Sahur kelimesinin anlamı nedir?
SOFİD
Sahur kelimesinin anlamı nedir? Sahur kelimesinin anlamı hakkında bilgiler yazar mısınız ?
Yorum: Sahur kelimesinin anlamı nedir?
arifselim
Sahur, seher vaktinde yenen bir yemek olduğu için sahur denmiştir. Ramazan ayında sabah oruç vakti başlamadan önce yani imsak vakti girmeden önce yenilen yemeğe sahur denir. Sahur yemeği yemek aynı zamanda bir sünnettir. Bu vakitte yemek yemek hem bereket hemde oruç tutanlar için vücutlarına güç kazandırır. Bu konuda geçen bir hadisi şerifte peygamber aleyhisselam şöyle buyurmuştur:
Sahur yemeğinde bereket vardır. Bir yudum su bile içecek olsanız sahura kalkmayı ihmal etmeyiniz. Çünkü sahura kalkana Allah rahmet eder, melekler de bağışlanmaları için dua ederler. (Müsned, 3:44)

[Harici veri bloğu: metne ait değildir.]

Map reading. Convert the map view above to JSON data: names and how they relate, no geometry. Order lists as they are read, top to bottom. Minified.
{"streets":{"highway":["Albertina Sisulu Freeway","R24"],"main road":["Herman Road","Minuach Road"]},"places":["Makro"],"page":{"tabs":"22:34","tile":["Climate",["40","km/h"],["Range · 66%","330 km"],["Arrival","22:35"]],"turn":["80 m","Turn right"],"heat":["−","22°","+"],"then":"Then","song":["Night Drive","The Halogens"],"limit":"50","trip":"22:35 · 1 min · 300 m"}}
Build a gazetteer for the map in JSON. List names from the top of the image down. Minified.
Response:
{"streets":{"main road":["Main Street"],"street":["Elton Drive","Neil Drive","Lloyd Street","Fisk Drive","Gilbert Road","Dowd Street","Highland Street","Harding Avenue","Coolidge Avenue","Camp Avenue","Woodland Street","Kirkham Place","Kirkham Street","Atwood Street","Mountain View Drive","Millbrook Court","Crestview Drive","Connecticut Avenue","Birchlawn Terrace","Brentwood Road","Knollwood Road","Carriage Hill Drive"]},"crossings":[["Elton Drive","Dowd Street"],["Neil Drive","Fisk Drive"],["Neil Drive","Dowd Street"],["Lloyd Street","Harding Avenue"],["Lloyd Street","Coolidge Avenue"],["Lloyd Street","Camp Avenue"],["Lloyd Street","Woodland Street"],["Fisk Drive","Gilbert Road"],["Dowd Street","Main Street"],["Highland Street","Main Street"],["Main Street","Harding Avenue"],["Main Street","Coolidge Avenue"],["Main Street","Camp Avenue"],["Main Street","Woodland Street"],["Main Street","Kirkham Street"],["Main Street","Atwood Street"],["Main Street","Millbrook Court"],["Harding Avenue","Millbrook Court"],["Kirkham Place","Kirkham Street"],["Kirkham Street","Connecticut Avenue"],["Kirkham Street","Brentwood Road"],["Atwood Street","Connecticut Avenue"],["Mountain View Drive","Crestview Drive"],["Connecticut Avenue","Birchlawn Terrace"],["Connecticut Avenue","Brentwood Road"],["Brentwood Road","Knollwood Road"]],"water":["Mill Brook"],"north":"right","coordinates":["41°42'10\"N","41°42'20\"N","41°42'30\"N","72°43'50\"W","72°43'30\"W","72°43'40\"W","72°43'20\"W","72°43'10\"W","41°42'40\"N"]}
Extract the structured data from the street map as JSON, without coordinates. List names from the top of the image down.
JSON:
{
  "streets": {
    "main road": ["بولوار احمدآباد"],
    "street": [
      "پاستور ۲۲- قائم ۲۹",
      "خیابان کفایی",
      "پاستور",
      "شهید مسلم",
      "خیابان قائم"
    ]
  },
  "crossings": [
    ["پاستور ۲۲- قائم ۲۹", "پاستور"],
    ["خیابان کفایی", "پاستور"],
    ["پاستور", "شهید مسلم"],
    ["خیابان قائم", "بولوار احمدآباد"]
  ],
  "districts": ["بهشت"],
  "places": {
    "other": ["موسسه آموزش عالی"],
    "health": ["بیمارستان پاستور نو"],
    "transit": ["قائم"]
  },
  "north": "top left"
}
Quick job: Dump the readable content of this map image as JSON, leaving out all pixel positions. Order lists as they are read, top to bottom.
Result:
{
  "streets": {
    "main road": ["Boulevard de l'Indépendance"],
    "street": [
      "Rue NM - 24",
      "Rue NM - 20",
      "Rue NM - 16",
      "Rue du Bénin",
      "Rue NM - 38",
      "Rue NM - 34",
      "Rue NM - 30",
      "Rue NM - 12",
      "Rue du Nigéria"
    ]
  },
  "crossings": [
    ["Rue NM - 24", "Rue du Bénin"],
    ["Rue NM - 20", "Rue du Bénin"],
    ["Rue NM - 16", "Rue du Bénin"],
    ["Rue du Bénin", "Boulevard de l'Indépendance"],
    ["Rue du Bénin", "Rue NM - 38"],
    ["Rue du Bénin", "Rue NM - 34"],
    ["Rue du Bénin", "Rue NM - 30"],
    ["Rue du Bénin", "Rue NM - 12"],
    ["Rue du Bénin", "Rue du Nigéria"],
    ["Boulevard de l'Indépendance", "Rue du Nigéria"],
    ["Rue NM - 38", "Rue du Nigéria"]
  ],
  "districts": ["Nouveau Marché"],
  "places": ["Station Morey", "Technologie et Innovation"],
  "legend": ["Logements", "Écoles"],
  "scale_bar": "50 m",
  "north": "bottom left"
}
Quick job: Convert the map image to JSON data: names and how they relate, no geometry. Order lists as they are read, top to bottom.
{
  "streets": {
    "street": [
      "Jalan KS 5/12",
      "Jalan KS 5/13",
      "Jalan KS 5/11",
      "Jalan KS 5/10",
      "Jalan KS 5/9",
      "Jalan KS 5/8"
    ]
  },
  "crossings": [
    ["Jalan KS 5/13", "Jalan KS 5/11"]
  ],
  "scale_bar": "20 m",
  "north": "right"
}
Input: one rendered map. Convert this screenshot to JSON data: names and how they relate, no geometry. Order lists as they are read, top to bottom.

Yorum: Sahur kelimesinin anlamı nedir?
Kayıtsız Üye
Sahurun Sözlük Anlamı…
Sahur Ramazan ayında, oruç tutmak niyetiyle, seher vaktinde yenilen yemeğin adı. Seher vakti, gecenin yani güneşin batışından imsak vaktine kadar olan zamanın son altıda biridir. Seher Vaktinde yenilen yemeğe sahur denir. Oruç tutan bir kimsenin, güneşin ufukta kaybolmasından sonra, orucunu açmak için yediği yemeğe de iftar adı verilir (Bkz. İftar). Sahur, Arapça bir kelime olup, seher kelimesinden türemiştir. Sahurun son vaktine imsak denir. İmsak, yemenin içmenin kesildiği vakitt tümü
Sahur Nedir: Sahur; Oruç tutmak üzere gecenin son altıda birinde yenen yemektir. Hz. Peygamber sahur yemeğini özellikle teşvik ederek, Yahudilerden sahur yemeği ile ayrılacağımızı beyan etmiş; mutlaka yenmesini tavsiye ile bunda bereket olduğunu söylemiştir. Böylece sahur yemeği oruç tutan müslümanların önem verdikleri bir yemek olmuştur. Hz. Peygamber (s.a.s) Sahurda kalkınız, sahurda bereket vardır buyurmuştur.
İslâm dini, insanların hem kişisel hem de toplumsal davranışlarını en iyi şekilde düzenleyerek onları terbiye etmeyi hedef almıştır. Dolayısıyla, Allah’ın karşısındaki konumunu ancak kulluğunu en mükemmel şekilde ifa etmekle koruyabilecek olan insana, belli görev ve yükümlülüklerin ve gerekli ibadetlerin belli zamanlarda yapılması emredilmiştir. Bu ibadetlerden biri olan oruç disiplini gerektiren ibadetlerden biridir. Uykudan uyanarak yemek yemek oldukça zor bir iş olduğu için, bu günkü hayat şartlarında sahur yemeği daha da önem kazanmıştır. Çünkü sahurun oruç zamanını kısaltmaktan öte bir rolü vardır.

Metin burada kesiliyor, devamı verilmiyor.